[PROBLEM TO WORK ON]:
A bare number is the only acceptable answer: how many lines of these entries include "white"?

(Data entries)

+ + + + +

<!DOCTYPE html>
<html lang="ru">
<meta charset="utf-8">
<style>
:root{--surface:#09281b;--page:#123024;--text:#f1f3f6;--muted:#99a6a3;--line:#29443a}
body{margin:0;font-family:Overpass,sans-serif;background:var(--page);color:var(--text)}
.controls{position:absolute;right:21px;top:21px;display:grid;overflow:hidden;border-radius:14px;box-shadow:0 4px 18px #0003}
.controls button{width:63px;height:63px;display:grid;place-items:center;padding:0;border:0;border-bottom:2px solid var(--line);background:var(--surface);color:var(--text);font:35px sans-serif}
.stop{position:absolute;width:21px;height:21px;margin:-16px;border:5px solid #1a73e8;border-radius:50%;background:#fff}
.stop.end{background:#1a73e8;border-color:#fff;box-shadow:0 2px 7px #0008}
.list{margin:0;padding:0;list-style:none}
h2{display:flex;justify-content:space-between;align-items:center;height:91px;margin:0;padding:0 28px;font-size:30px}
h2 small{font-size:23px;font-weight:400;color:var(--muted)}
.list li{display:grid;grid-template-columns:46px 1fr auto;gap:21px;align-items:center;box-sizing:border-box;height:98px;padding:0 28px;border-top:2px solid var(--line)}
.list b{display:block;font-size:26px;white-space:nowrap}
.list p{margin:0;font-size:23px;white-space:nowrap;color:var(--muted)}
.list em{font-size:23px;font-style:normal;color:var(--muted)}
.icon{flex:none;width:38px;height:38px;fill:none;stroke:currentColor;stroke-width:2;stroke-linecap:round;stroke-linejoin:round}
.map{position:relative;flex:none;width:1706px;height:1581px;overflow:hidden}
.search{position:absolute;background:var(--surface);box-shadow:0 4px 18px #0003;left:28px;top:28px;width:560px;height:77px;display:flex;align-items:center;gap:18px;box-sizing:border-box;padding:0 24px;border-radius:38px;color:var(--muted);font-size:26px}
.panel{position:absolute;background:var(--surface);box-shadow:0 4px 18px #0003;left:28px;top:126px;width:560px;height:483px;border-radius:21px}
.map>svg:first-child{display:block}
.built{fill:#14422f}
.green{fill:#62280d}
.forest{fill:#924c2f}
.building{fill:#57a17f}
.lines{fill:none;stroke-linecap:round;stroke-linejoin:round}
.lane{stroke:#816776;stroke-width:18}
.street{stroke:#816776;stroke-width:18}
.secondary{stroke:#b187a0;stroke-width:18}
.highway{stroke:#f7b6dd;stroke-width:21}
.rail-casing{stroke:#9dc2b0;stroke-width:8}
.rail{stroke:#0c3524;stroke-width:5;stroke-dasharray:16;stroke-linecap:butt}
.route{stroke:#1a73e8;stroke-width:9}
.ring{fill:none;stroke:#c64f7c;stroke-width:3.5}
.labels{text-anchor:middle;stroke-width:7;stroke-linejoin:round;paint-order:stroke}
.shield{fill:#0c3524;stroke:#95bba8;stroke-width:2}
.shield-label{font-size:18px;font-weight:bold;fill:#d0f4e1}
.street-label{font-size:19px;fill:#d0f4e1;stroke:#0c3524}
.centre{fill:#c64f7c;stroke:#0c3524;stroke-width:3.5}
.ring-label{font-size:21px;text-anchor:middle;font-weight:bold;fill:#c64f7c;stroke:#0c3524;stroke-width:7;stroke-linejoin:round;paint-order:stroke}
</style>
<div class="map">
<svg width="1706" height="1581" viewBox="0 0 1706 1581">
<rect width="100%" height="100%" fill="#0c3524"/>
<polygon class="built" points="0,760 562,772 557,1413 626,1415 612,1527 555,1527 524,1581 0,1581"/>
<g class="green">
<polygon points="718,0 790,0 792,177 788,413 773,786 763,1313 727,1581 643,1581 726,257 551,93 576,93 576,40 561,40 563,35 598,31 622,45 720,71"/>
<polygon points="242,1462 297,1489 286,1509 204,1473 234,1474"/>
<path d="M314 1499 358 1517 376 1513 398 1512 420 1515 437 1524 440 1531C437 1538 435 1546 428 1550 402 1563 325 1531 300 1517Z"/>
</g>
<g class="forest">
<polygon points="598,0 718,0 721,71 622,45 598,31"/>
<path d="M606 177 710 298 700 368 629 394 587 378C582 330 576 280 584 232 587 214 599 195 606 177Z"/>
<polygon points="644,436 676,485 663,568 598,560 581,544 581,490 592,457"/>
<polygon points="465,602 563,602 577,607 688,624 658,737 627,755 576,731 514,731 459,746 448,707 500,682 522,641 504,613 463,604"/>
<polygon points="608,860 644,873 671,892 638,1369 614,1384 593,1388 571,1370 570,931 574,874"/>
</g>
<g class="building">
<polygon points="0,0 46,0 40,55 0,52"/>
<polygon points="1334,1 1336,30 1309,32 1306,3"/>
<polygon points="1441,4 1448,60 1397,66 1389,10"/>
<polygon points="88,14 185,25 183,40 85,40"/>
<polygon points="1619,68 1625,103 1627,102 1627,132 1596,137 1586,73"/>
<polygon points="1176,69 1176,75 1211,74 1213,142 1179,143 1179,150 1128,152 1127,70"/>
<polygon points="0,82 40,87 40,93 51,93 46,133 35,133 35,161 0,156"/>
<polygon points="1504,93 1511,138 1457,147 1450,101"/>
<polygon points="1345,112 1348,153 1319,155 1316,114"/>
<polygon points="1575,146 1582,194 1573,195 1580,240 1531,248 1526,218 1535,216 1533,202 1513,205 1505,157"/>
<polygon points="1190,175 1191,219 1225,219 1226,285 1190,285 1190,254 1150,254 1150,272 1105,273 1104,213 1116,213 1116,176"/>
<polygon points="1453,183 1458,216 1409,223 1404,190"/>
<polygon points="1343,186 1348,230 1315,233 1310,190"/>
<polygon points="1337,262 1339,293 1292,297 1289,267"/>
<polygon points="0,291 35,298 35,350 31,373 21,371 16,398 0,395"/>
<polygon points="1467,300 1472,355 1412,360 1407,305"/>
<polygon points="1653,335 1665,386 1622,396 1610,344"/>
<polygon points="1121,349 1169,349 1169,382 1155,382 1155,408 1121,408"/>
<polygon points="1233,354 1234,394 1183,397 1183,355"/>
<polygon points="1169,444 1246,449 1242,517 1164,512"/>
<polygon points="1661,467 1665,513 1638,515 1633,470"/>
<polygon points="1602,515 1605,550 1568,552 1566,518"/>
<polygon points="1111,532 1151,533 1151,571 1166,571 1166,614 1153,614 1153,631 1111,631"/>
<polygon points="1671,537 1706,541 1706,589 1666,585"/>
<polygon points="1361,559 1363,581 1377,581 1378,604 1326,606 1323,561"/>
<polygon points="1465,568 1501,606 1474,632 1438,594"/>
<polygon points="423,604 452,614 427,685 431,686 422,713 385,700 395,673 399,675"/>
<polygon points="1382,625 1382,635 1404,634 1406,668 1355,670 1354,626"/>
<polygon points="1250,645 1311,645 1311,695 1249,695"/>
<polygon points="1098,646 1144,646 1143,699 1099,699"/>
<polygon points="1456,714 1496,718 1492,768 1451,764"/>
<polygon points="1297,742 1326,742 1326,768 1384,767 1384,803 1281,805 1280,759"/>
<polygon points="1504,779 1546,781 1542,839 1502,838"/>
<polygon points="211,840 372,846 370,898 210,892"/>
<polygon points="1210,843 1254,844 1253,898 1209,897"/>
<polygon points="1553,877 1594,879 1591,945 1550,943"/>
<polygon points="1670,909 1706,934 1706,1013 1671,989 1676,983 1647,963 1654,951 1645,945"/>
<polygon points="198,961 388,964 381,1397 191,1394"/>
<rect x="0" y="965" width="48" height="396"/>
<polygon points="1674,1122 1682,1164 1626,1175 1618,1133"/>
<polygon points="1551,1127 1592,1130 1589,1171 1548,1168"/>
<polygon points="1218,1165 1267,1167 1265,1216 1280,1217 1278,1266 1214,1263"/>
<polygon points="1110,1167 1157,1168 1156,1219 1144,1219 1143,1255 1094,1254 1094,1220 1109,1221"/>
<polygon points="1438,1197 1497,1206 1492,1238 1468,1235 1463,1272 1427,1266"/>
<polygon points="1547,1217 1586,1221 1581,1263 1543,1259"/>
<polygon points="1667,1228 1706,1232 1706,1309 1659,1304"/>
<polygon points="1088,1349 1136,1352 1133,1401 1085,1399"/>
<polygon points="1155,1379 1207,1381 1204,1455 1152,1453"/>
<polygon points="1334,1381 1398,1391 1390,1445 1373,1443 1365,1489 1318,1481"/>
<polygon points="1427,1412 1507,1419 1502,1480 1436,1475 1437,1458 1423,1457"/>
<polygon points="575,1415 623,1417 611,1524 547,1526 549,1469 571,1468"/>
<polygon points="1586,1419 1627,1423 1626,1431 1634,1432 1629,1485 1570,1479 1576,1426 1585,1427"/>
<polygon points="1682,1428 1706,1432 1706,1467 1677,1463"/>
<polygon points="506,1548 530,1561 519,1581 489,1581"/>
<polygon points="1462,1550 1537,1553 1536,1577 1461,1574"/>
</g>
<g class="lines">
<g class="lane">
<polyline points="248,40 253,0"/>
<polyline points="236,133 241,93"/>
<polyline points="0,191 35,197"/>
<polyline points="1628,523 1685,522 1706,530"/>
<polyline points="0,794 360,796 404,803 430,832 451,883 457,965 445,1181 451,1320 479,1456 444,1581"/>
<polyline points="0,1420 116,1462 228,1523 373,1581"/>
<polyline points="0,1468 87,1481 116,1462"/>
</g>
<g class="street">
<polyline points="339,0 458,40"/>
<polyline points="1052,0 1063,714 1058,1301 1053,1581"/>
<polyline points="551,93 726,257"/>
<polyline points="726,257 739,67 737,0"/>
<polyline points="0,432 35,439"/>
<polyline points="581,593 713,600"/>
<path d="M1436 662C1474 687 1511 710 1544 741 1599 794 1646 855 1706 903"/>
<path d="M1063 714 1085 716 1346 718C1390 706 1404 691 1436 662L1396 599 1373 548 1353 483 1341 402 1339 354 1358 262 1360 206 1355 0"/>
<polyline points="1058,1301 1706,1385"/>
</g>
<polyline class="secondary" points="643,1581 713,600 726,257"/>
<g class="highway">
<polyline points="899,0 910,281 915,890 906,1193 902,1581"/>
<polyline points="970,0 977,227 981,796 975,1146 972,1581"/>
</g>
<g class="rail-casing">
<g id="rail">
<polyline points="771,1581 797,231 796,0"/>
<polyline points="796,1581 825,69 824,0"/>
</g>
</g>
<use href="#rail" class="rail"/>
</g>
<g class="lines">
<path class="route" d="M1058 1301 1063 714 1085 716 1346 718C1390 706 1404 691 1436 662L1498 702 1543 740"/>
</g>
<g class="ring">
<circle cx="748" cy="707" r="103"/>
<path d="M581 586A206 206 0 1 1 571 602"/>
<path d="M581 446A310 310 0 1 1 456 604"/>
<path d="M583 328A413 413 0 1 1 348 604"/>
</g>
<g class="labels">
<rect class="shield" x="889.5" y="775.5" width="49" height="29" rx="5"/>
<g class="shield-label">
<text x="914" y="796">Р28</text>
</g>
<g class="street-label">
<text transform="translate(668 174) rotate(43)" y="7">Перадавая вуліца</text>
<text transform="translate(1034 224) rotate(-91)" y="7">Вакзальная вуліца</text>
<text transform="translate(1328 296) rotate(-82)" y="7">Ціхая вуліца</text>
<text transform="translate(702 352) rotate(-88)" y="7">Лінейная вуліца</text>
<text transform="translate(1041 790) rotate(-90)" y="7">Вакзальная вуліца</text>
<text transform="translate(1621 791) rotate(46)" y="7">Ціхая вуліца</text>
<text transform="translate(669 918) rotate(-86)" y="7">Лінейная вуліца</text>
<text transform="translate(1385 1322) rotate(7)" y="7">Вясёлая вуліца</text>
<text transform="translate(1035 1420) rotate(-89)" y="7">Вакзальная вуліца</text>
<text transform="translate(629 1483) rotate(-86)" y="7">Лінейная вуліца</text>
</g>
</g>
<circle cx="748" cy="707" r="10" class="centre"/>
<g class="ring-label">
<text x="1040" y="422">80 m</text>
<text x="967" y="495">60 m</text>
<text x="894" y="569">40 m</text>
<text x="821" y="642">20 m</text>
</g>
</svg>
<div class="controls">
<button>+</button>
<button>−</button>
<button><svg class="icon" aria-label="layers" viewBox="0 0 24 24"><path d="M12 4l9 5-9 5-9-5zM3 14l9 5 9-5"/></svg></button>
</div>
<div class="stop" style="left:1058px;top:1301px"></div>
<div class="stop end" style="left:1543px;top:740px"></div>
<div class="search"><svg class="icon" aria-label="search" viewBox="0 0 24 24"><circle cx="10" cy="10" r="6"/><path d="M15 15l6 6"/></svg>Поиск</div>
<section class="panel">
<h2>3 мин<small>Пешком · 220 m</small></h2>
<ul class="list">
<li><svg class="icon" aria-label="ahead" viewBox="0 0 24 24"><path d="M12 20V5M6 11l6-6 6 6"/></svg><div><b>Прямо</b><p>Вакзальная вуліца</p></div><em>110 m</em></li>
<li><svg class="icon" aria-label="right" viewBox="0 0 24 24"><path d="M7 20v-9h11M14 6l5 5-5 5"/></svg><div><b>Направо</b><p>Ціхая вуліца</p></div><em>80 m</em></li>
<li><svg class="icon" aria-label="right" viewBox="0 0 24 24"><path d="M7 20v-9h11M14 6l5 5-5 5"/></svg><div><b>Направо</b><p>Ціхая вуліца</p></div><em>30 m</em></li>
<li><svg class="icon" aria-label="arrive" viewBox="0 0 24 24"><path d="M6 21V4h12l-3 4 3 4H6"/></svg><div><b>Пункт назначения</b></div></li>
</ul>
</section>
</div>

+ + + + +

[WRITTEN ANSWER]:
2